=== Work item ===
For this exercise, please find the lines in the entries that include the word "they" and copy them.

=== Data for this task ===
————————

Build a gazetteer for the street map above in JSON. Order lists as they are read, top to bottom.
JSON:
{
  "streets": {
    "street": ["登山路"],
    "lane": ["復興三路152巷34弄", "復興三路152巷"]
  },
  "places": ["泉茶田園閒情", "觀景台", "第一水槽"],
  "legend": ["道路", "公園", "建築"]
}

————————

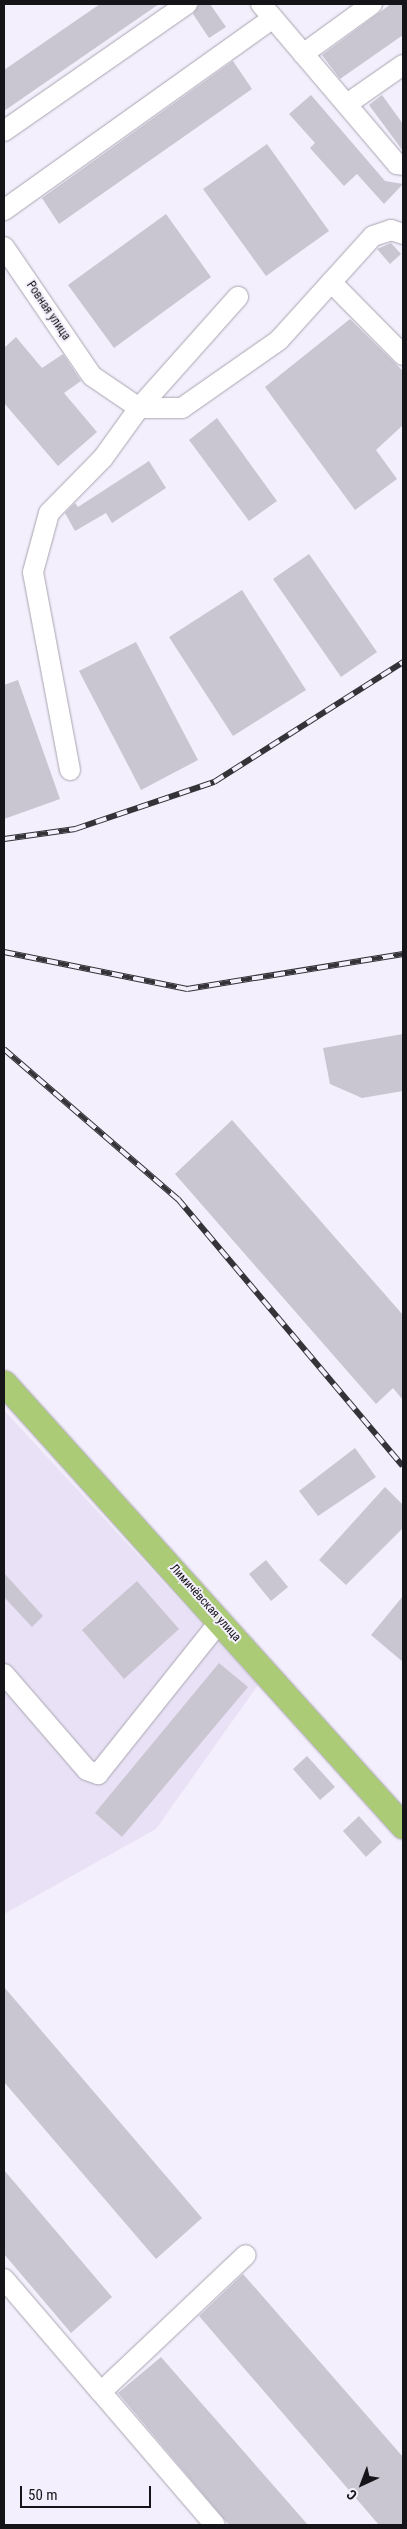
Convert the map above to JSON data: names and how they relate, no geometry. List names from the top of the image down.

————————

=== Written solution ===
Build a gazetteer for the street map above in JSON. Order lists as they are read, top to bottom.
Convert the map above to JSON data: names and how they relate, no geometry. List names from the top of the image down.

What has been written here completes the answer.